Во благо и во зло человеку дан свободный творческий дух.
ДЖОЙС КЭРИ
Страх стреноживает, вырваться на творческое свидание становится невероятно трудно, и все же это именно то, что нам необходимо. Творческое свидание помогает почувствовать себя частью огромного мира. В этом мире есть место и нашим мечтам, и нашим устремлениям.
«Мне нужно найти лошадь, — призналась писательница. — Буду ходить к ней на творческие свидания и гладить по шелковистой морде. Вот что мне нужно».
Я сказала писательнице, что диагноз она себе поставила абсолютно верный. Ей нужна была порция заурядной жизни. «Найди себе лошадь и гладь сколько угодно. Или собаку, и ходи с ней на прогулки. Найди себе что-нибудь такое, от чего тебе будет хорошо и спокойно».
«Пожалуй, так и сделаю. А что это у тебя там стучит?»
Я рассказала, что у соседей ремонт. Писательница, сама в прошлом жительница Нью-Йорка, расхохоталась во весь голос. «Господи! Бывают вещи и похуже, чем внезапно заключить миллионную сделку!» Мы договорили — и молоток волшебным образом утих.

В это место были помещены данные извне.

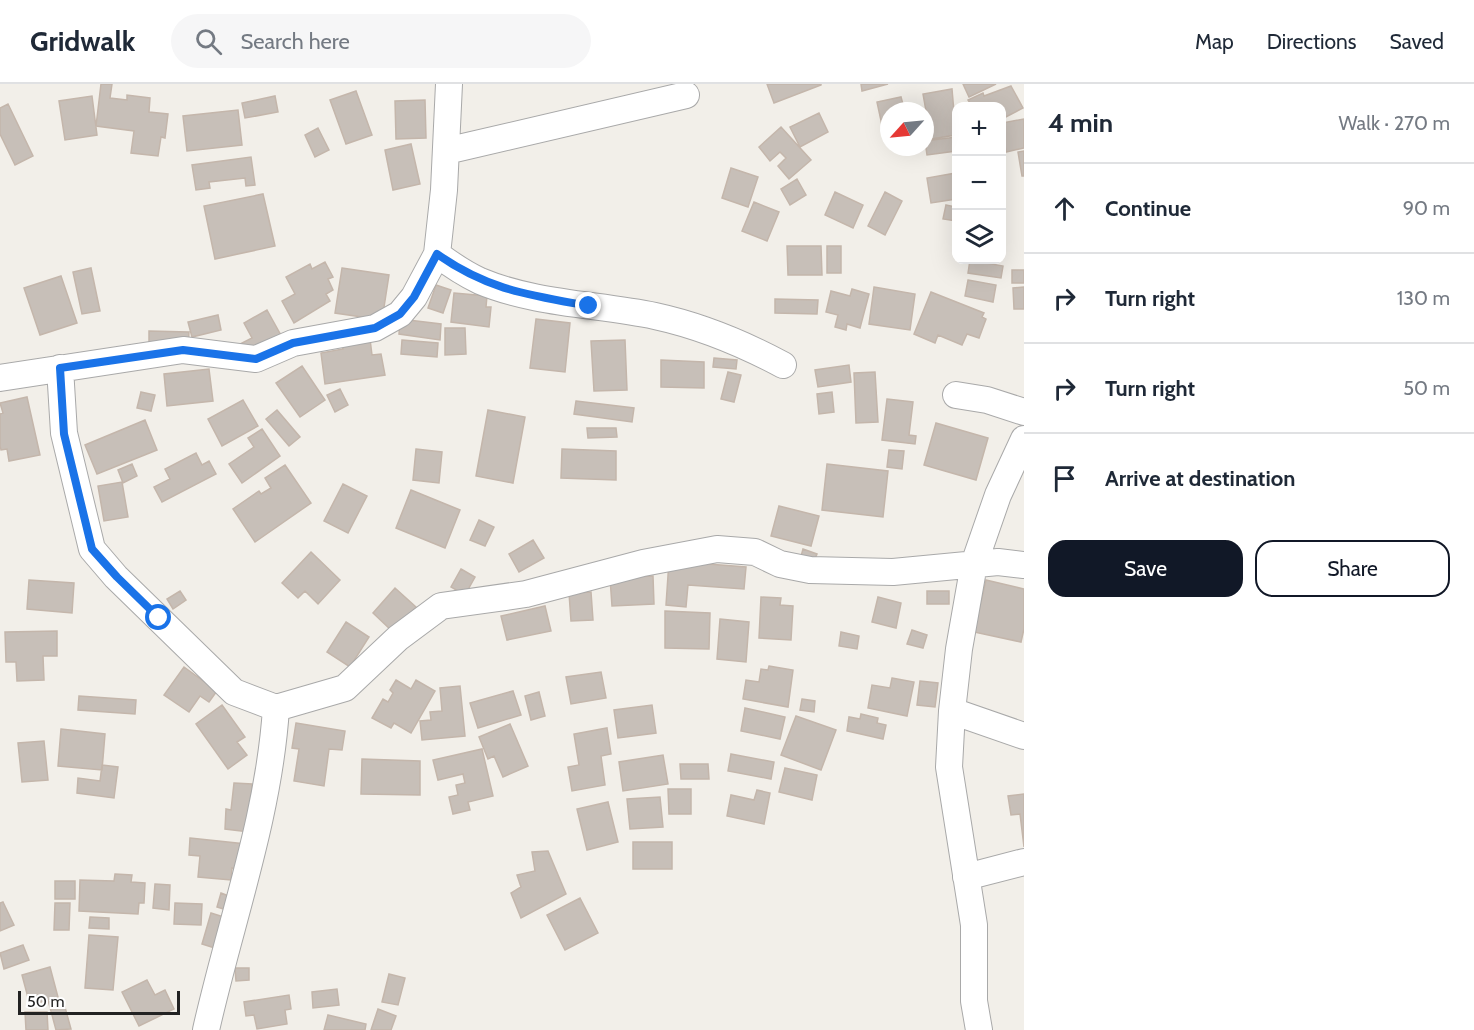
<!DOCTYPE html>
<html lang="en">
<head>
<meta charset="utf-8">
<style>
  :root { --surface:#fff; --page:#f6f6f7; --text:#1f2937; --muted:#747a83; --line:#e0e1e3; --accent:#111827 }
  body { margin:0; font-family:Cabin,sans-serif; background:var(--page); color:var(--text) }
  .controls { position:absolute; right:18px; top:18px; display:grid; overflow:hidden; border-radius:12px; box-shadow:0 6px 24px #0002 }
  .controls button { width:54px; height:54px; display:grid; place-items:center; padding:0; border:0; border-bottom:2px solid var(--line); background:var(--surface); color:var(--text); font:30px sans-serif }
  .compass { position:absolute; left:880px; top:18px; width:54px; height:54px; border-radius:50%; background:var(--surface); box-shadow:0 6px 24px #0002; rotate:243deg }
  .scale { position:absolute; left:18px; bottom:15px; width:162px; box-sizing:border-box; padding-left:6px; border:3px solid #222; border-top:0; font-size:16px; line-height:21px; white-space:nowrap; color:#222; -webkit-text-stroke:4px #fff; paint-order:stroke }
  .stop { position:absolute; width:18px; height:18px; margin:-14px; border:4px solid #1a73e8; border-radius:50%; background:#fff }
  .stop.end { background:#1a73e8; border-color:#fff; box-shadow:0 2px 6px #0008 }
  .list { margin:0; padding:0; list-style:none }
  h2 { display:flex; justify-content:space-between; align-items:center; height:78px; margin:0; padding:0 24px; font-size:26px }
  h2 small { font-size:20px; font-weight:400; color:var(--muted) }
  .list li { display:grid; grid-template-columns:39px 1fr auto; gap:18px; align-items:center; box-sizing:border-box; height:90px; padding:0 24px; border-top:2px solid var(--line) }
  .list b { display:block; font-size:22px; white-space:nowrap }
  .list em { font-size:20px; font-style:normal; color:var(--muted) }
  .actions { display:flex; gap:12px; padding:18px 24px }
  .actions a { flex:1; padding:14px 0; border:2px solid var(--accent); border-radius:18px; text-align:center; font-size:21px; color:var(--accent) }
  .actions .main { background:var(--accent); color:#fff }
  .icon { flex:none; width:33px; height:33px; fill:none; stroke:currentColor; stroke-width:2; stroke-linecap:round; stroke-linejoin:round }
  .map { position:relative; flex:none; width:1024px; height:946px; overflow:hidden }
  header { display:flex; align-items:center; gap:36px; box-sizing:border-box; height:84px; padding:0 30px; background:var(--surface); border-bottom:2px solid var(--line) }
  header strong { font-size:28px }
  nav { display:flex; gap:33px; margin-inline-start:auto; font-size:21px }
  .search { width:420px; height:54px; background:var(--page); display:flex; align-items:center; gap:15px; box-sizing:border-box; padding:0 21px; border-radius:33px; color:var(--muted); font-size:22px }
  main { display:flex }
  aside { flex:1; background:var(--surface) }
  .map>svg:first-child { display:block }
</style>
</head>
<body>
<header>
<strong>Gridwalk</strong>
<div class="search"><svg class="icon" aria-label="search" viewBox="0 0 24 24"><circle cx="10" cy="10" r="6"/><path d="M15 15l6 6"/></svg>Search here</div>
<nav><a>Map</a><a>Directions</a><a>Saved</a></nav>
</header>
<main>
<div class="map">
<svg width="1024" height="946" viewBox="0 0 1024 946">
  <rect width="100%" height="100%" fill="#f2efe9"/>
  <path fill="#c7bfb8" stroke="#c4b6ab" stroke-width="1.5" d="M101 0H112L110 14 127 16V11L150 14 149 28 168 30 165 54 161 53 158 72 131 69 134 47 96 42Z
    M767 0H821V1L774 19Z
    M861 0H888L862 7Z
    M963 0H996L969 13Z
    M1011 2 1023 24 1002 35V22H972L968 16 983 9 984 12Z
    M952 5 956 51 931 55 923 10Z
    M356 7 372 51 346 60 330 16Z
    M92 12 97 51 65 56 59 17Z
    M275 12 278 28 245 34 242 19Z
    M901 13 904 24 889 27V60H886L877 18Z
    M425 16 426 54 396 55 395 17Z
    M8 20 33 72 15 81 0 50V24Z
    M238 26 242 61 187 67 183 32Z
    M819 29 828 48 800 63 790 43Z
    M1024 35V64L1006 68 1002 39Z
    M781 43 811 76 789 95 778 82 786 74 780 68 770 77 759 63Z
    M318 44 329 66 315 73 305 51Z
    M956 53V67L927 71 925 57Z
    M411 60 420 100 393 106 385 66Z
    M1024 67V92H1022L1018 68Z
    M251 73 255 101 246 102 245 94 209 98 210 104 196 106 192 81Z
    M731 84 758 93 748 123 722 114Z
    M956 89V115L931 119 927 94Z
    M797 95 806 111 790 121 781 105Z
    M835 108 863 121 853 144 825 131Z
    M885 108 902 117 885 151 868 142Z
    M263 110 275 162 215 175 204 122Z
    M754 118 779 128 767 157 742 147Z
    M946 121 956 123V137L943 135Z
    M787 162H821L822 191H788Z
    M827 162H841V189H827Z
    M970 176 1003 182 1001 194 968 189Z
    M325 178 333 193 328 195 333 206 326 210 330 217 294 239 282 217 295 210 286 193 310 180 312 185Z
    M91 184 100 227 82 230 73 188Z
    M342 184 389 191 382 236 335 229Z
    M1012 186H1024V199H1012Z
    M61 192 77 239 40 251 24 204Z
    M968 196 996 201 993 218 965 212Z
    M436 201 451 206 443 229 428 224Z
    M874 203 915 210 910 246 869 240Z
    M1024 203V225H1014L1013 204Z
    M852 205 869 210 860 244 847 240 846 246 835 243 838 231 826 228 831 207 850 212Z
    M931 208 984 229 982 233 986 235 979 254 967 250 962 261 938 251 935 259 914 250Z
    M454 209 487 212 486 223H491L489 243 451 238Z
    M775 215 818 216 817 230 775 229Z
    M267 226 283 255 247 273 240 260 252 254 244 239Z
    M218 231 221 246 192 253 188 238Z
    M400 235 441 240 440 256 399 250Z
    M536 235 570 239 565 288 530 284Z
    M445 244H465L466 270 445 271Z
    M149 247 189 248 188 265 149 263Z
    M370 255 372 271 381 270 385 291 325 300 321 269 343 265 342 260Z
    M402 256 438 259 437 273 401 270Z
    M625 256 627 306 594 307 591 257Z
    M714 274 737 276 736 285 713 283Z
    M661 276 704 278V304L661 303Z
    M849 281 851 298 818 303 815 286Z
    M302 282 325 316 300 333 276 299Z
    M209 285 213 317 167 322 164 290Z
    M728 288 741 291 734 318 721 315Z
    M875 288 878 338 856 339 854 289Z
    M340 305 348 321 335 328 327 311Z
    M141 308 155 311 151 327 137 324Z
    M832 308 834 328 819 330 817 310Z
    M27 313 40 371 9 377 7 365 1 366 0 362V330L3 329 0 319Z
    M887 315 913 318 909 351 916 352 915 360 882 356Z
    M243 316 258 342 222 362 208 335Z
    M576 317 634 324 632 338 574 330Z
    M277 326 300 353 289 362 266 335Z
    M488 326 525 333 513 399 476 392Z
    M145 336 157 366 97 390 85 361Z
    M936 339 988 354 976 396 924 381Z
    M587 344H616L617 353 588 354Z
    M262 345 280 372 242 399 229 380 254 363 248 354Z
    M416 365 442 368 439 399 413 396Z
    M562 365 616 367V396L561 394Z
    M889 366 904 367 902 385 887 383Z
    M196 369 202 381 209 377 216 390 162 418 154 403 170 395 165 385Z
    M132 380 137 392 123 399 118 386Z
    M827 380 888 387 883 433 822 426Z
    M285 381 311 419 255 458 233 425 259 407 261 410 271 404 265 394Z
    M122 398 128 433 104 437 98 402Z
    M343 400 367 412 348 449 324 437Z
    M411 406 460 426 445 464 396 444Z
    M779 422 819 432 811 462 771 452Z
    M479 436 494 443 485 462 470 456Z
    M533 456 544 474 519 488 509 470Z
    M803 465 817 470 813 480 800 476Z
    M311 468 340 496 318 520 305 507 298 514 282 499Z
    M669 477 746 483 744 505 688 501 686 523 666 521Z
    M461 485 475 493 465 511 451 503Z
    M653 492 654 520 612 522 610 494Z
    M29 496 74 499 72 529 27 525Z
    M986 496 1024 505V545L1021 558 974 548Z
    M395 504 416 523 393 548 373 529Z
    M180 507 186 516 173 525 167 515Z
    M927 507H949V520H927Z
    M591 508 593 536 571 537 569 509Z
    M761 513 781 514 780 521 793 522 791 556 759 554Z
    M878 513 901 519 896 544 872 538Z
    M545 522 551 547 507 556 501 532Z
    M665 527 710 529 709 565 665 564Z
    M720 535 749 538 746 578 717 575Z
    M346 538 369 553 350 583 327 568Z
    M912 546 927 551 923 564 907 560Z
    M57 547V572H43L44 596 17 597 16 578H6L5 548Z
    M841 548 859 552 857 565 839 562Z
    M769 582 793 586 788 623 743 615 746 596 759 598 761 585 768 586Z
    M184 583 217 607 209 618 200 612 189 628 164 611Z
    M601 588 606 614 571 620 566 593Z
    M892 594 914 598 907 632 868 624 872 601 890 604Z
    M396 596 411 605 416 596 435 607 411 649 394 639 391 644 372 634 383 615 388 618 393 609 390 606Z
    M920 597 938 599 935 623 917 621Z
    M460 602 465 652 422 656 420 637 431 636 430 628 442 627 440 604Z
    M513 607 521 631 478 644 470 619Z
    M539 608 545 632 531 636 525 612Z
    M79 612 136 616 135 630 78 626Z
    M802 615 815 617 814 628 800 626Z
    M222 621 245 653 237 658 247 671 228 685 196 640Z
    M652 621 656 649 618 654 614 626Z
    M745 624 785 633 780 655 741 647Z
    M861 630 878 634 877 639 886 641 883 655 847 647 849 633 860 635Z
    M796 632 836 646 821 686 781 671Z
    M296 639 345 647 342 666 329 665 324 702 294 697 299 665 292 664Z
    M510 640 528 682 503 693 494 672 488 675 479 653Z
    M607 644 611 670 601 672 605 701 572 707 568 683 579 681 574 650Z
    M61 645 105 650 102 686 58 682Z
    M44 657 48 696 22 698 18 659Z
    M482 665 493 712 468 718 470 726 453 730 449 713 458 711 456 701 465 699 463 690 438 696 433 676Z
    M731 670 774 678 771 695 728 687Z
    M663 671 668 700 623 707 619 678Z
    M362 675 420 677V711L361 710Z
    M680 680H708L709 695H681Z
    M102 681 118 683 114 714 77 709 78 694 100 697Z
    M785 684 817 691 812 716 779 708Z
    M234 699 252 700 249 748 225 745 226 725 231 726Z
    M668 705H691V730H669Z
    M757 706 770 709 764 740 727 732 731 711 754 716Z
    M1024 710V763L1020 730 1011 731 1008 712Z
    M660 713 663 743 630 745 627 715Z
    M608 718 618 758 587 766 577 725Z
    M190 754 246 760 243 786 232 784 231 796 198 793 200 772 189 771Z
    M633 758H672V785H633Z
    M548 767 566 810 521 834 511 809 521 803 517 791 535 787 532 768Z
    M115 790 132 791 131 798 145 799 144 819H139L138 830 79 827 80 796 114 797Z
    M55 797H75V815H55Z
    M155 800 170 801 169 826 153 824Z
    M221 809 234 814 230 827 217 823Z
    M580 814 598 849 565 866 547 831Z
    M3 818 14 841 0 847V819Z
    M55 819H70L69 846H54Z
    M175 819 202 820 201 841 174 840Z
    M211 829 227 834 218 865 202 860Z
    M90 833 109 834V845L89 844Z
    M89 851 118 853 113 906 85 904Z
    M23 861 29 876 4 885 0 869Z
    M50 883 59 917 63 916 71 945 56 946 48 916 30 921 22 891Z
    M235 884H249V896L236 897Z
    M389 890 405 894 398 921 382 918Z
    M147 896 155 911 165 906 174 925 139 942 122 908Z
    M337 905 339 921 313 924 312 908Z
    M289 911 291 925 285 926 287 940 257 945 254 931 246 932 244 918Z
    M378 925 396 932 391 946H371Z
    M25 928H47L48 946H26Z
    M328 931 366 940 365 946H324Z"/>
  <g fill="none" stroke-linecap="round" stroke-linejoin="round">
    <defs>
      <path id="street" d="M446 67 686 11
        M437 170C450 180 465 190 480 197 535 220 597 220 655 232 701 242 742 259 783 281
        M60 284 64 349 92 465 116 493 234 608 276 624 345 604 398 554 441 522 526 510 643 479 717 465 755 468 780 480 810 486 893 488 998 478 1024 481
        M0 294 183 266 256 275 293 259 375 244 400 230 414 213 437 170 444 106 449 0
        M956 311 987 316 1024 328
        M952 627 1024 652
        M966 793 1024 778
        M206 946C230 839 269 734 276 624
        M979 946 974 917V841L949 683 952 627 959 565 974 480 998 411 1024 355"/>
    </defs>
    <use href="#street" stroke="#a9a9a9" stroke-width="28"/>
    <use href="#street" stroke="#fff" stroke-width="26"/>
  </g>
  <g fill="none" stroke-linecap="round" stroke-linejoin="round">
    <path stroke="#1a73e8" stroke-width="8" d="M159 534 117 493 92 465 64 350 60 284 183 266 256 275 293 259 375 244 400 230 414 213 437 170C488 206 529 211 589 222"/>
  </g>
</svg>
<div class="controls">
<button>+</button>
<button>−</button>
<button><svg class="icon" aria-label="layers" viewBox="0 0 24 24"><path d="M12 4l9 5-9 5-9-5zM3 14l9 5 9-5"/></svg></button>
</div>
<svg class="compass" viewBox="-18 -18 36 36"><path d="M0-13l5 13h-10z" fill="#e53935"/><path d="M0 13l5-13h-10z" fill="#747a83"/></svg>
<div class="scale">50 m</div>
<div class="stop" style="left:159px;top:534px"></div>
<div class="stop end" style="left:589px;top:222px"></div>
</div>
<aside>
<h2>4 min<small>Walk · 270 m</small></h2>
<ul class="list">
<li><svg class="icon" aria-label="ahead" viewBox="0 0 24 24"><path d="M12 20V5M6 11l6-6 6 6"/></svg><div><b>Continue</b></div><em>90 m</em></li>
<li><svg class="icon" aria-label="right" viewBox="0 0 24 24"><path d="M7 20v-9h11M14 6l5 5-5 5"/></svg><div><b>Turn right</b></div><em>130 m</em></li>
<li><svg class="icon" aria-label="right" viewBox="0 0 24 24"><path d="M7 20v-9h11M14 6l5 5-5 5"/></svg><div><b>Turn right</b></div><em>50 m</em></li>
<li><svg class="icon" aria-label="arrive" viewBox="0 0 24 24"><path d="M6 21V4h12l-3 4 3 4H6"/></svg><div><b>Arrive at destination</b></div></li>
</ul>
<div class="actions"><a class="main">Save</a><a>Share</a></div>
</aside>
</main>
</body>
</html>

Невозможно без энтузиазма достичь великих целей.
РАЛЬФ ЭМЕРСОН
Волшебная лоза
Столкнувшись с крупными, главными переменами в жизни, следует помнить, что слово «главный» — однокоренное с «головой». В этом заключается предупреждение. Нет ничего эффективнее успеха — только он способен внушить нам чувство собственного ничтожества и разбудить связанные с нами же страхи. Чтобы триумф приносил радость, нельзя и мысли допустить, что с ним мы становимся особняком от всех остальных. Долгожданная победа может весьма эффективно оттолкнуть нас от окружающих. Кто мы теперь? Кто в силах нас понять? (На самом деле — многие.) Да, мы победили — и все равно нужно поддерживать связи с теми, кого мы любим. Иными словами, следует оставить в покое голову и прислушаться к сердцу.
Снова возьмите список друзей. У кого из них сейчас трудные времена? Именно с этим человеком следует сейчас поговорить — причем вы будете не столько даже говорить, сколько слушать. Вам нужна хорошая порция заурядной жизни. Именно это вы и можете получить у своего обремененного заботами друга. Не пускайтесь в живописание вашего свеженького триумфа и тревог, которые он пробудил. Проявите эмпатию. Просто скажите: «Я все думал, как ты там». Терпеливо расспросите друга обо всех подробностях его нынешней жизни. Отпустите себя, играйте, и пусть игра эта ласкает ваше ухо. Выслушивая чужие тревоги и заботы, мы тверже стоим на ногах. Обернувшись к другому, мы обращаемся и к себе. Рождающиеся в голове страхи ослабевают, и на место им приходит напоминание, что все мы находимся в одной лодке.
На высокую башню можно подняться лишь по винтовой лестнице.